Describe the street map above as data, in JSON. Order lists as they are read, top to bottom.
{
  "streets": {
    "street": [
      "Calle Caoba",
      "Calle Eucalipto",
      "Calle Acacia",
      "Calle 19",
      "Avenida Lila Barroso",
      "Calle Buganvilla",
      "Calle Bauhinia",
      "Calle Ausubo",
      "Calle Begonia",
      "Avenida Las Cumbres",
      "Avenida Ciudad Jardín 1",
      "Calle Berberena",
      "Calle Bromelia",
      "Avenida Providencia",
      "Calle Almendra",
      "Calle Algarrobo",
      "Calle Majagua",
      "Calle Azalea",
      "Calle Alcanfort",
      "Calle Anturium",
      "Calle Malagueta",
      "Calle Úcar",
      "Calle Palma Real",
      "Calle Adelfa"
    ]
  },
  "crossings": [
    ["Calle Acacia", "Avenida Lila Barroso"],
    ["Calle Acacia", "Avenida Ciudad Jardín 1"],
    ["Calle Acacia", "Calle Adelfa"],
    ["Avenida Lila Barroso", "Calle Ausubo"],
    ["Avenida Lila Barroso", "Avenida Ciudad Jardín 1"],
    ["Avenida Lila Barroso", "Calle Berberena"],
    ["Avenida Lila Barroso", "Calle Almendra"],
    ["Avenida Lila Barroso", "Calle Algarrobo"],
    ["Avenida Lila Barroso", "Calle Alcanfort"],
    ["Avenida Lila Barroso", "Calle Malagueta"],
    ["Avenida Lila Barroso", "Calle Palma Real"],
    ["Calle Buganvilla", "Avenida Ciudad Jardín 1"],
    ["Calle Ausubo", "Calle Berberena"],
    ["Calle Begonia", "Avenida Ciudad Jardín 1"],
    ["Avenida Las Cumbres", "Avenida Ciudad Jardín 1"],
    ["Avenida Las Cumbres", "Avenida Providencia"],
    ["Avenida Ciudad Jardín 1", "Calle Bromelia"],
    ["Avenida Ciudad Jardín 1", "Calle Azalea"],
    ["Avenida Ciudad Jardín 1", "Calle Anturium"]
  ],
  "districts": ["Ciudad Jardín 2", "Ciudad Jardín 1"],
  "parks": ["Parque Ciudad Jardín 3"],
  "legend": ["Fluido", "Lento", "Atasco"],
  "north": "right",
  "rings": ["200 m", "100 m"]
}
++++
WHAT THE TASK REQUIRES
Please reproduce all of the records exactly as they stand.

TASK SOLUTION
Describe the street map above as data, in JSON. Order lists as they are read, top to bottom.
{
  "streets": {
    "street": [
      "Calle Caoba",
      "Calle Eucalipto",
      "Calle Acacia",
      "Calle 19",
      "Avenida Lila Barroso",
      "Calle Buganvilla",
      "Calle Bauhinia",
      "Calle Ausubo",
      "Calle Begonia",
      "Avenida Las Cumbres",
      "Avenida Ciudad Jardín 1",
      "Calle Berberena",
      "Calle Bromelia",
      "Avenida Providencia",
      "Calle Almendra",
      "Calle Algarrobo",
      "Calle Majagua",
      "Calle Azalea",
      "Calle Alcanfort",
      "Calle Anturium",
      "Calle Malagueta",
      "Calle Úcar",
      "Calle Palma Real",
      "Calle Adelfa"
    ]
  },
  "crossings": [
    ["Calle Acacia", "Avenida Lila Barroso"],
    ["Calle Acacia", "Avenida Ciudad Jardín 1"],
    ["Calle Acacia", "Calle Adelfa"],
    ["Avenida Lila Barroso", "Calle Ausubo"],
    ["Avenida Lila Barroso", "Avenida Ciudad Jardín 1"],
    ["Avenida Lila Barroso", "Calle Berberena"],
    ["Avenida Lila Barroso", "Calle Almendra"],
    ["Avenida Lila Barroso", "Calle Algarrobo"],
    ["Avenida Lila Barroso", "Calle Alcanfort"],
    ["Avenida Lila Barroso", "Calle Malagueta"],
    ["Avenida Lila Barroso", "Calle Palma Real"],
    ["Calle Buganvilla", "Avenida Ciudad Jardín 1"],
    ["Calle Ausubo", "Calle Berberena"],
    ["Calle Begonia", "Avenida Ciudad Jardín 1"],
    ["Avenida Las Cumbres", "Avenida Ciudad Jardín 1"],
    ["Avenida Las Cumbres", "Avenida Providencia"],
    ["Avenida Ciudad Jardín 1", "Calle Bromelia"],
    ["Avenida Ciudad Jardín 1", "Calle Azalea"],
    ["Avenida Ciudad Jardín 1", "Calle Anturium"]
  ],
  "districts": ["Ciudad Jardín 2", "Ciudad Jardín 1"],
  "parks": ["Parque Ciudad Jardín 3"],
  "legend": ["Fluido", "Lento", "Atasco"],
  "north": "right",
  "rings": ["200 m", "100 m"]
}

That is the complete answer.